::: Supplied information :::
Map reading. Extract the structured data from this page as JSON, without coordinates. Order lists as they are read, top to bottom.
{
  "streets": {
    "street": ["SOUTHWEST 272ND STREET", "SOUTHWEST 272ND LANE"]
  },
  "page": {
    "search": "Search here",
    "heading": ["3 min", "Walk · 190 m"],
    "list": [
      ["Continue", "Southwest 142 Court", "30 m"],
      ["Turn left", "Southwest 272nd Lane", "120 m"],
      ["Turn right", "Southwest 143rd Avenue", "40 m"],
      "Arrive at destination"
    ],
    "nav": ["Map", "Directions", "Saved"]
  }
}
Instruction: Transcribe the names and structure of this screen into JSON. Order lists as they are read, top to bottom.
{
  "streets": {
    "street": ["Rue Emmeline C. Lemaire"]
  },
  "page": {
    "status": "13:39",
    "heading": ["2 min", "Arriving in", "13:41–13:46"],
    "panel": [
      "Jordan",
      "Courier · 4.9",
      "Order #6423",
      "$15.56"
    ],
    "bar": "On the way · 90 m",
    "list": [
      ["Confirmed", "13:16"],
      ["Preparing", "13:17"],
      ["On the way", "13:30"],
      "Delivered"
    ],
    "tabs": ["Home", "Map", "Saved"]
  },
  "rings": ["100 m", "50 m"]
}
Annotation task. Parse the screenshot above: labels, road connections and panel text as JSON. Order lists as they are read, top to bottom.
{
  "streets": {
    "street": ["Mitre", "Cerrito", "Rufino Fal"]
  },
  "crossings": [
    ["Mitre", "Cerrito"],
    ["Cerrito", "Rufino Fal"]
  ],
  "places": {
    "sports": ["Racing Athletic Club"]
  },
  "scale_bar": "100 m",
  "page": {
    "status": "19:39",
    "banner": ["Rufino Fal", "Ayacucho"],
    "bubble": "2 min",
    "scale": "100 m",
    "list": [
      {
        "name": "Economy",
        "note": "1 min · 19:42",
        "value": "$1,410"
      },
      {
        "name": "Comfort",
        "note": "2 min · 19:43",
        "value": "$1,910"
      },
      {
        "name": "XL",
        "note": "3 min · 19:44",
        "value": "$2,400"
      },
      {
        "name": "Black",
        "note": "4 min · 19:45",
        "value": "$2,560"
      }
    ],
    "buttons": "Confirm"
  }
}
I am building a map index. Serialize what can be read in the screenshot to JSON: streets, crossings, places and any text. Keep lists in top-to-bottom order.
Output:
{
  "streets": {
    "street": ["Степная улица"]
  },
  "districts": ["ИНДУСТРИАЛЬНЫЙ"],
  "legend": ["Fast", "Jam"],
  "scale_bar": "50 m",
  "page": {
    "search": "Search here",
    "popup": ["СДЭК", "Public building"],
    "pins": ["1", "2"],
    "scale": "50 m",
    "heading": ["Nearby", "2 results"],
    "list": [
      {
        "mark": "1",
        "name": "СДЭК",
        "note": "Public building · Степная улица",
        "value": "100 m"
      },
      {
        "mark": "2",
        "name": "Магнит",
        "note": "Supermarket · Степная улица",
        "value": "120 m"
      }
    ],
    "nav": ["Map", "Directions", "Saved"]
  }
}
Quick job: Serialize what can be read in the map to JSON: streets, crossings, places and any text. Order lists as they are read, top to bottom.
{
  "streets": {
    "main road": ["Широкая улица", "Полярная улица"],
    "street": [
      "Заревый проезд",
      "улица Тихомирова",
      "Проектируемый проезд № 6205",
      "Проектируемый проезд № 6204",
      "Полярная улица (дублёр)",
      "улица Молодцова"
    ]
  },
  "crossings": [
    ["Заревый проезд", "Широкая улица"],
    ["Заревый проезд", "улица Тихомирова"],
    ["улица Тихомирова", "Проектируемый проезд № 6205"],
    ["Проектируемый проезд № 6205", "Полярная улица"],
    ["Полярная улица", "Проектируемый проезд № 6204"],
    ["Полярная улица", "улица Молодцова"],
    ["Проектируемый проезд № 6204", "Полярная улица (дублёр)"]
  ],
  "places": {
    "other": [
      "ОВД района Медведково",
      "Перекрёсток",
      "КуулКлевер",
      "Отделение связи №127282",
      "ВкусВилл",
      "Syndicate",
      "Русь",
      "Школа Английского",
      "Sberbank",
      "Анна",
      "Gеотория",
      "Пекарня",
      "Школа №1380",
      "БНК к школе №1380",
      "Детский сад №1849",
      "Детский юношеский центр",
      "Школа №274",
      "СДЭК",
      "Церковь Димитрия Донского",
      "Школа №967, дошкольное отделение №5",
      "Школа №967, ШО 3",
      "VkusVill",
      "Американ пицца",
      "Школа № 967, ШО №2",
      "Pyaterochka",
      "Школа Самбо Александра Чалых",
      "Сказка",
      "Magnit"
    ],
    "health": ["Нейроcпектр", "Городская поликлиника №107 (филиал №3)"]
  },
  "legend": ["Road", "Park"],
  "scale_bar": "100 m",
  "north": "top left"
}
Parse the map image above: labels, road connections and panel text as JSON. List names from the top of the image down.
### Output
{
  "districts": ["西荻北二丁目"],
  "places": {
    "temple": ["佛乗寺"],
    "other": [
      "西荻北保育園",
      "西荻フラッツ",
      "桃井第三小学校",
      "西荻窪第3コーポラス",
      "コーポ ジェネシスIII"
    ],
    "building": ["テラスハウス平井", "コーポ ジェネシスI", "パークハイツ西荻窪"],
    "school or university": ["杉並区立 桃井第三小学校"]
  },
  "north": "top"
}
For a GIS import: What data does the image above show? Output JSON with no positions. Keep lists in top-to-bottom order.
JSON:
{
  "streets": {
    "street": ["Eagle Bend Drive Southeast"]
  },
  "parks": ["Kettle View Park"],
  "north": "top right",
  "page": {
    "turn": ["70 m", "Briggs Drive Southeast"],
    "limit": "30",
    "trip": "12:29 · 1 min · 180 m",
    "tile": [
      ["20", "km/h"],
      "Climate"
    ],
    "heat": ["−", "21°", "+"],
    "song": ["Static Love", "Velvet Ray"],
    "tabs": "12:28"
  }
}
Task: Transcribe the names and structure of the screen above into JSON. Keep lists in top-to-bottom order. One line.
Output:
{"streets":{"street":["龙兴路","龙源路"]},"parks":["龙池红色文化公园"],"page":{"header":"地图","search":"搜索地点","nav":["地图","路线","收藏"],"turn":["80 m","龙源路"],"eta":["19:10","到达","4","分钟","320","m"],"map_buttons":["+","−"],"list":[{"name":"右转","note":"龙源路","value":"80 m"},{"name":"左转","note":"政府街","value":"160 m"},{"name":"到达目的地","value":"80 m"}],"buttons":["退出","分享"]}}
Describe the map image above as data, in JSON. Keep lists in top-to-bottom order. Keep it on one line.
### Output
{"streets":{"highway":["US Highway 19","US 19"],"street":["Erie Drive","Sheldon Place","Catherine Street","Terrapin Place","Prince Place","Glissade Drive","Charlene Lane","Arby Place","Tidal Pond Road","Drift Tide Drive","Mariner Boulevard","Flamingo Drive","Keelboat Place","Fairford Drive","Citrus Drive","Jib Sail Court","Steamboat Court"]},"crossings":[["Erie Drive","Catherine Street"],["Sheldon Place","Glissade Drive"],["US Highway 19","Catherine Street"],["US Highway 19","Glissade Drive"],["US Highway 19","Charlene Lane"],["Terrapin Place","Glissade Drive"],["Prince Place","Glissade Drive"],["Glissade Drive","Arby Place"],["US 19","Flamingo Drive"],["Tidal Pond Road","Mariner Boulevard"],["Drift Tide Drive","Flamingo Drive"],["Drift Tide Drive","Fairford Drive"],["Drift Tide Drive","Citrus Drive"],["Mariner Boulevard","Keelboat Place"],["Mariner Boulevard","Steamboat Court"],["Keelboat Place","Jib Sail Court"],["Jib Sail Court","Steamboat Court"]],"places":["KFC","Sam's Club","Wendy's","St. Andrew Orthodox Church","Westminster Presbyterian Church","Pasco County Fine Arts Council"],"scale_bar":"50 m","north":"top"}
:::
## [Prompt]
Copy out each line of the data above, exactly, if it lies between the line holding "Annotation task. Parse" and the line holding "I am building", inclusive; copy no other line.

## [Exercise answer]
Annotation task. Parse the screenshot above: labels, road connections and panel text as JSON. Order lists as they are read, top to bottom.
{
  "streets": {
    "street": ["Mitre", "Cerrito", "Rufino Fal"]
  },
  "crossings": [
    ["Mitre", "Cerrito"],
    ["Cerrito", "Rufino Fal"]
  ],
  "places": {
    "sports": ["Racing Athletic Club"]
  },
  "scale_bar": "100 m",
  "page": {
    "status": "19:39",
    "banner": ["Rufino Fal", "Ayacucho"],
    "bubble": "2 min",
    "scale": "100 m",
    "list": [
      {
        "name": "Economy",
        "note": "1 min · 19:42",
        "value": "$1,410"
      },
      {
        "name": "Comfort",
        "note": "2 min · 19:43",
        "value": "$1,910"
      },
      {
        "name": "XL",
        "note": "3 min · 19:44",
        "value": "$2,400"
      },
      {
        "name": "Black",
        "note": "4 min · 19:45",
        "value": "$2,560"
      }
    ],
    "buttons": "Confirm"
  }
}
I am building a map index. Serialize what can be read in the screenshot to JSON: streets, crossings, places and any text. Keep lists in top-to-bottom order.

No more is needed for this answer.